Ce roman montréalais n’a toutefois pas la cohérence et la limpidité des autres textes à caractère autobiographique d’Émile Ollivier, comme le très beau récit Mille eaux [11], qui évoque l’enfance haïtienne de l’auteur. L’écriture est tiède et elle a parfois quelque chose de convenu, de lourdement idéologique, comme lorsque le narrateur dénonce l’arrivée des fast-foods qui viennent enlaidir le chemin de la Côte-des-Neiges. Les passages les plus émouvants sont ceux où le narrateur oublie le langage de la sociologie pour brosser le portrait de ses amis et raconter leur vie étrange. On lira en particulier les pages splendides consacrées au personnage de Virgile, un éternel migrant qui a vécu dans six villes différentes avant de se retrouver à Montréal, où il ne s’est jamais senti chez lui. Entre cette ville et lui, il y a « incompatibilité existentielle » (122), explique le narrateur. Mais l’incompatibilité ne se limite pas à la ville. L’homme qui aimait bien raconter des énigmes à ses amis du « Ministère de la Parole » est rongé par quelque désespoir secret qui le pousse au suicide.

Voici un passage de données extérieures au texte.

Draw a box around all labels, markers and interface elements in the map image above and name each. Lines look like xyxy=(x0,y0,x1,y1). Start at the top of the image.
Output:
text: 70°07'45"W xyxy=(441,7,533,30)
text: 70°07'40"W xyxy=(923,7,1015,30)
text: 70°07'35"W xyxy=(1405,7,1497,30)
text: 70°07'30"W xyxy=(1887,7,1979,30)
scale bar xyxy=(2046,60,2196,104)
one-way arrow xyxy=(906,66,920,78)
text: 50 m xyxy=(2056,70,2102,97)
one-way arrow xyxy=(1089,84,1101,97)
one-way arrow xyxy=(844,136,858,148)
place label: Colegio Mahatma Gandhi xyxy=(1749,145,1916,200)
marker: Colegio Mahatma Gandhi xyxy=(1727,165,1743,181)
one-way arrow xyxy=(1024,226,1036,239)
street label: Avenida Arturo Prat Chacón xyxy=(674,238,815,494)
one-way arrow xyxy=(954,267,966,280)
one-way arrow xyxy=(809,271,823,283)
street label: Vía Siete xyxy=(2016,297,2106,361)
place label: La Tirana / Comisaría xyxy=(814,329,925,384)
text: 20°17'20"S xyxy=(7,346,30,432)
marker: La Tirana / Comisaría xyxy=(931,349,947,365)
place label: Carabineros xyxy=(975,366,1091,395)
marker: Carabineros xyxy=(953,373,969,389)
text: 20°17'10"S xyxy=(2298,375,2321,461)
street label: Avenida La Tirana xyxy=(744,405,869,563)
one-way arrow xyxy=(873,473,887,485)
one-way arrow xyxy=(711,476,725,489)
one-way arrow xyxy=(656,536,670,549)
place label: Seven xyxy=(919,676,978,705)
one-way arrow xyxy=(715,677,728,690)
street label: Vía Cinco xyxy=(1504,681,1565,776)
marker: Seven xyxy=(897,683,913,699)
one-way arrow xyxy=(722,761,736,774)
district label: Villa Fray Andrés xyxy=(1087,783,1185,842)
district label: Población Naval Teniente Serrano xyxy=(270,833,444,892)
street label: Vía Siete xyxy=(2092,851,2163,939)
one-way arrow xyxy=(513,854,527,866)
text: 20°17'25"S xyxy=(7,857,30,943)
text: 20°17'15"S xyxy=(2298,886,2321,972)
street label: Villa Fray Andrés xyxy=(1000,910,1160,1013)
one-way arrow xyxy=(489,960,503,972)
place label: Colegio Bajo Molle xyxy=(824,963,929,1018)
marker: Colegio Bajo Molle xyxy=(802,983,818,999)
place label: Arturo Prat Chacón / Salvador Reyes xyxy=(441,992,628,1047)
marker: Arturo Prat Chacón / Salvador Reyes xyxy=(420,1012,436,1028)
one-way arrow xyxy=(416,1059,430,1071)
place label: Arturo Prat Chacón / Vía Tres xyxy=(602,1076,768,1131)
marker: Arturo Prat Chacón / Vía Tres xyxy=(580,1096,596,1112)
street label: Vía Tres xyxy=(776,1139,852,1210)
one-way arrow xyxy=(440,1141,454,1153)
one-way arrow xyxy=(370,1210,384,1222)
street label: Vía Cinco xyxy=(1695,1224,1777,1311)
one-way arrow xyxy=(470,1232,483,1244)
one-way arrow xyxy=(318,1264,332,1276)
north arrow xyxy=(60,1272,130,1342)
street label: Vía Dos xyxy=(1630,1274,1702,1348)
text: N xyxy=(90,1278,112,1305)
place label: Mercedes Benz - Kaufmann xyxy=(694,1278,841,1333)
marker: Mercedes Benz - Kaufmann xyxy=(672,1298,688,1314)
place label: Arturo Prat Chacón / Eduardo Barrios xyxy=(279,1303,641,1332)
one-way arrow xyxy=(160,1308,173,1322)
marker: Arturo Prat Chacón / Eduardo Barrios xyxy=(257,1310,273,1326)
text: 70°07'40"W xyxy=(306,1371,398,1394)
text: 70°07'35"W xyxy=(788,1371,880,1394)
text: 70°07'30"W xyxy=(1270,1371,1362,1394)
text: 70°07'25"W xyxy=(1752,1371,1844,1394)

« À La Brûlerie, on pouvait observer du temps à l’état pur, à l’état naturel, comme on le dit de l’or, du temps subi ou assumé en attendant la mort. » (122) Même s’il s’agit d’un roman sur l’exil et l’errance, La brûlerie raconte avant tout une façon de s’enraciner dans le temps. C’est d’ailleurs là une obsession commune aux quatre romans évoqués dans cette chronique, et qui explique sans doute que la durée proprement romanesque y soit pervertie au profit de tableaux poétiques ou méditatifs qui figent le temps. Tous évoquent longuement le passé, mais non pas parce qu’il est perdu et qu’ils croient pouvoir le retrouver, non plus pour montrer ce qui sépare la gloire d’hier du triste aujourd’hui. Le passé est perdu, oui, comme le pays natal des personnages d’Émile Ollivier ou comme l’amour de Clara qu’Alexandre espérait faire renaître. Il y a, dans tous ces romans, un véritable désespoir qui ne plaira certainement pas aux adeptes de la littérature optimiste. Mais ce désespoir, par un paradoxe propre à la création, est peut-être ce qui permet de retrouver une sorte d’innocence dans l’écriture et une manière de se mettre à l’abri des modes et de l’actualité. Dans ces romans si peu romanesques, si pauvres en action proprement dite, l’écriture tend à s’arrêter devant le désordre des vies. Elle ne cherche pas à en épouser le cours, mais en propose au contraire une saisie verticale, un arrêt sur image, comme pour mieux sentir « l’extrême fixité des choses qui passent ».